To distinguish ES from PNES, an accurate clinical assessment is mandatory apart from other technologies. Frontal lobe seizures can be mistaken for PNES, though these tend to have shorter duration, stereotyped patterns of movements, and occurrence during sleep in spite of vEEG technology. Sometimes, elevated blood levels of serum prolactin following most tonic–clonic or complex partial ES can support a diagnosis, but because the frequency is false positive, it is not a gold standard test. The psychological mechanisms underlying PNES are poorly understood, and there is a lack of well-established, evidence-based treatments [4].

To differentiate PNES from ES in PLNCC is an important challenge for neurologists, epileptologists, internists, and pediatricians but even more for general practitioners and family doctors. PNESs, also known as nonepileptic attack disorders, are events resembling an epileptic seizure but without the characteristic electroencephalophic anomalies associated with epileptic seizures. They are common in neurological settings and often associated with considerable distress and disability.

Brown and Markus described PNES (nineteenth century), as seizure-like attacks not related to an identified central nervous system lesion, and are currently classified as a conversion disorder, according to the Diagnostic and Statistical Manual of Mental Disorders, fifth edition (DSM-5) [4]. While a universally accepted and unifying etiological model does not yet exist, several risk factors have been identified. Management of PNES should be based on multidisciplinary collaboration, focusing on modifiable risk factors.
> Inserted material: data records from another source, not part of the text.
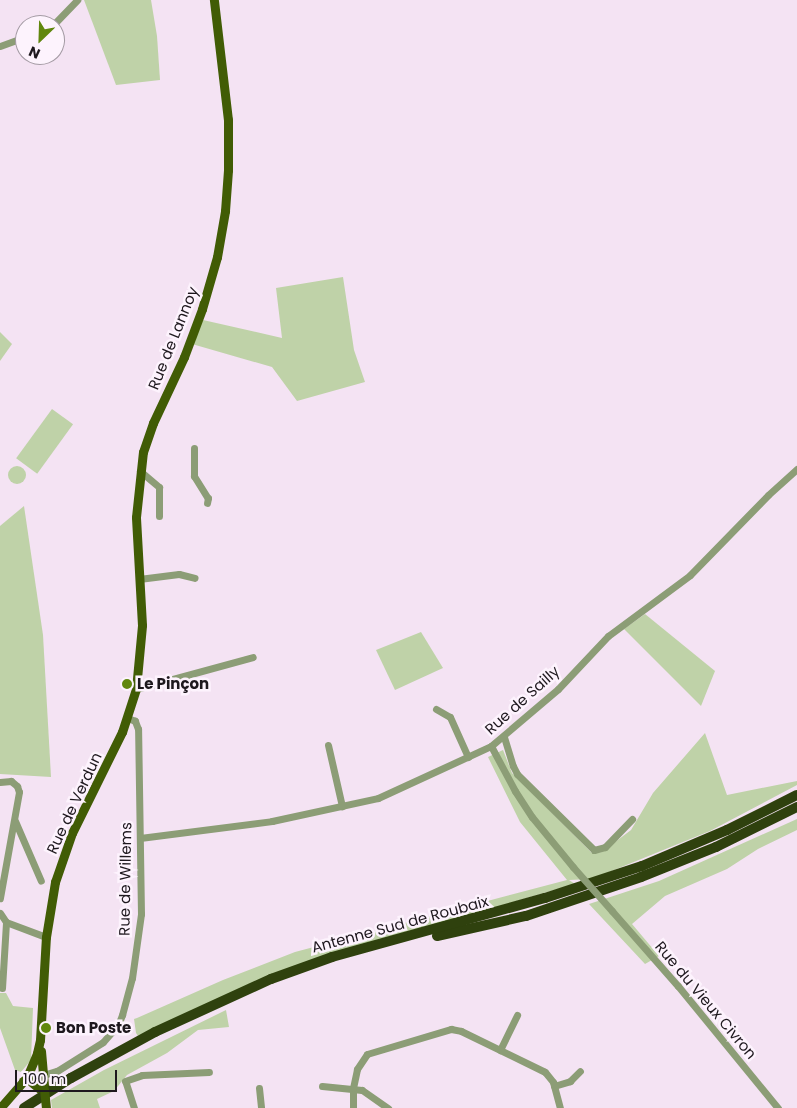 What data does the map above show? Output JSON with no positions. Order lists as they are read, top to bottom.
{
  "streets": {
    "highway": ["Antenne Sud de Roubaix"],
    "main road": ["Rue de Lannoy", "Rue de Verdun"],
    "street": ["Rue de Sailly", "Rue de Willems", "Rue du Vieux Civron"]
  },
  "crossings": [
    ["Rue de Lannoy", "Rue de Verdun"],
    ["Rue de Sailly", "Rue de Willems"],
    ["Rue de Sailly", "Rue du Vieux Civron"],
    ["Rue de Verdun", "Rue de Willems"]
  ],
  "places": ["Le Pinçon", "Bon Poste"],
  "scale_bar": "100 m",
  "north": "bottom left"
}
The first priority in the management of PNES is patient engagement that is challenging given the demonstrated low rates of treatment retention [4]. The differential diagnosis of PNES firstly involves ruling out epilepsy as the cause of the seizure episodes, along with other organic causes of nonepileptic seizures, such as syncope, migraine, vertigo, stroke, faking ES, and malingering.
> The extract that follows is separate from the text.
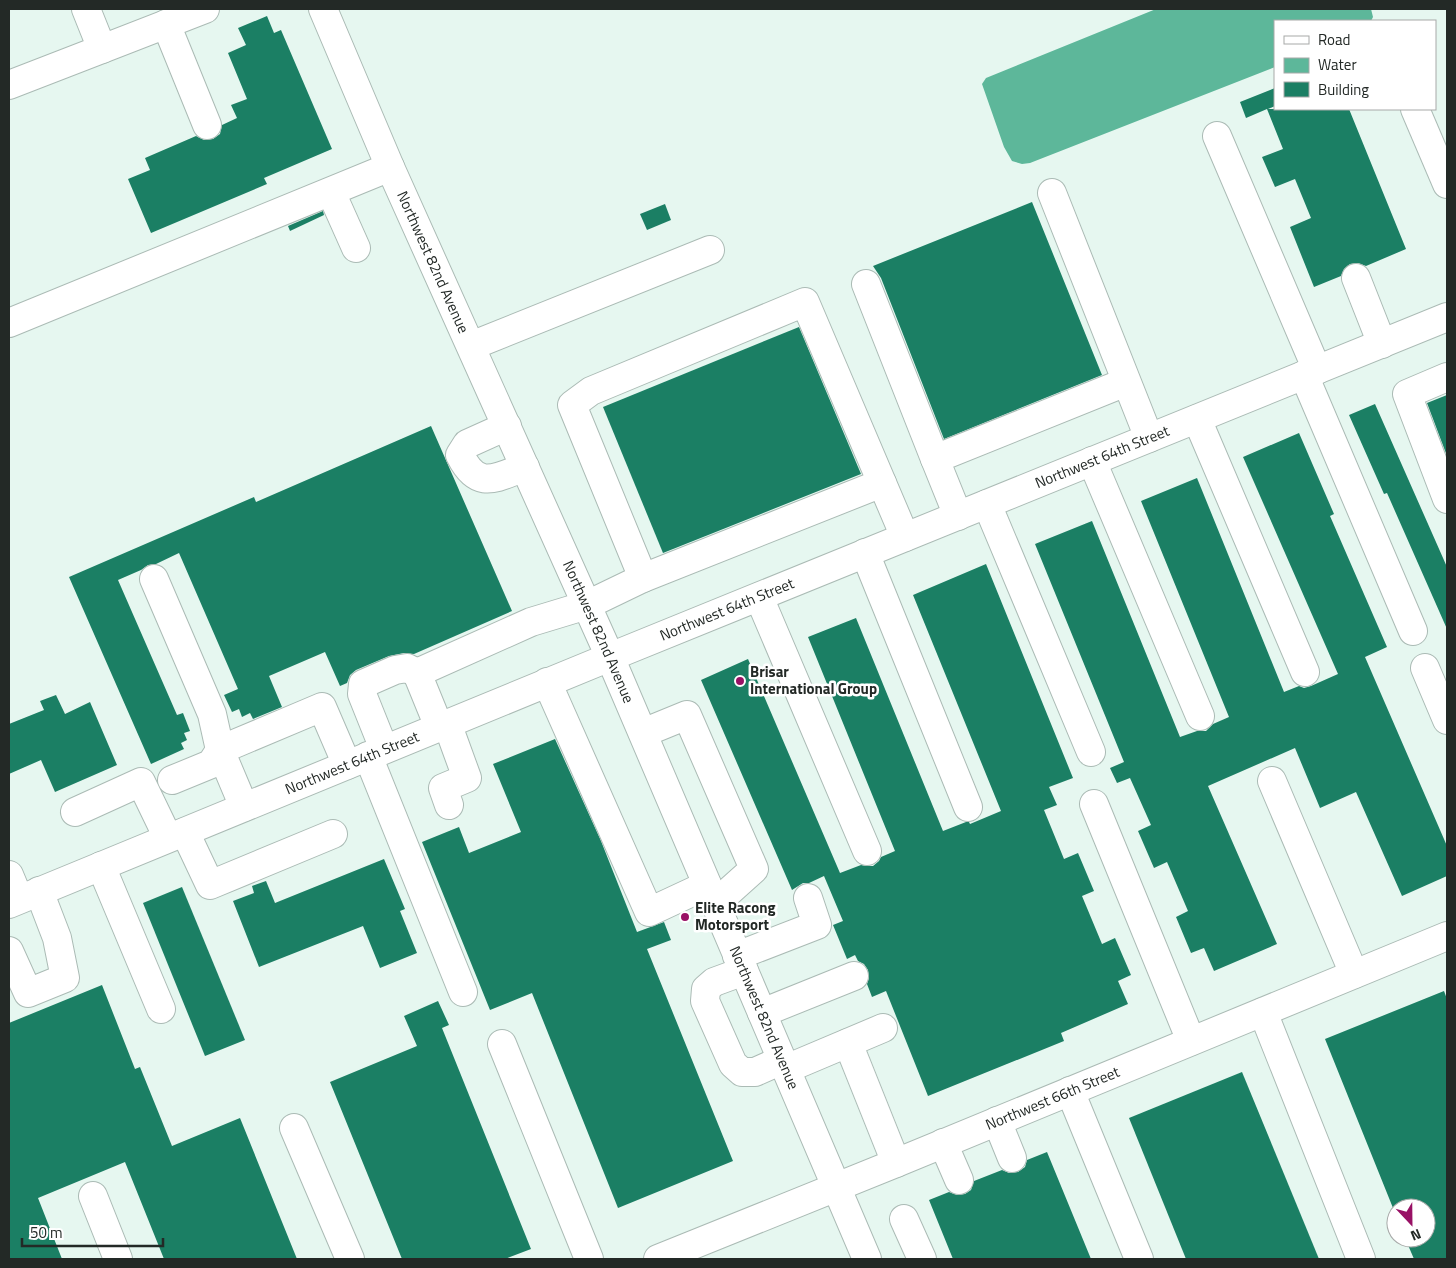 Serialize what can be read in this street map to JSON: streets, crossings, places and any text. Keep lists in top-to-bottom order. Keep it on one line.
{"streets":{"street":["Northwest 82nd Avenue","Northwest 64th Street","Northwest 66th Street"]},"crossings":[["Northwest 82nd Avenue","Northwest 64th Street"],["Northwest 82nd Avenue","Northwest 66th Street"]],"places":["Brisar International Group","Elite Racong Motorsport"],"legend":["Road","Water","Building"],"scale_bar":"50 m","north":"bottom"}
Are psychogenic nonepileptic seizures just another symptom of conversion disorder?

Some authors argue that the etiological and mechanistic distinctions they support, particularly when bolstered by additional data, give reason to sustain a separation between these conditions [5].

In 2003, an international consensus group of clinician-researchers in epilepsy, neurology, neuropsychology, and neuropsychiatry from the International League Against Epilepsy Nonepileptic Seizure Task Group collaborated with the aim of developing clear guidance on standards for the diagnosis of PNES. Because the gold standard of vEEG is not available in many countries, and for every patient, the group delineated a staged approach to PNES diagnosis. Using a consensus review of the literature, this group evaluated key diagnostic approaches. These included history, EEG, ambulatory EEG, vEEG/monitoring, neurophysiologic, neurohumoral, neuroimaging, neuropsychological testing, hypnosis, and conversation analysis. Levels of diagnostic certainty are developed including possible, probable, clinically established, and documented diagnosis, based on the availability of history, witnessed event, and investigations, including vEEG. The aim and hope of this report are to provide greater clarity about the process and certainty of the diagnosis of PNES, with the intent to improve the care for people with epilepsy and PNES [6].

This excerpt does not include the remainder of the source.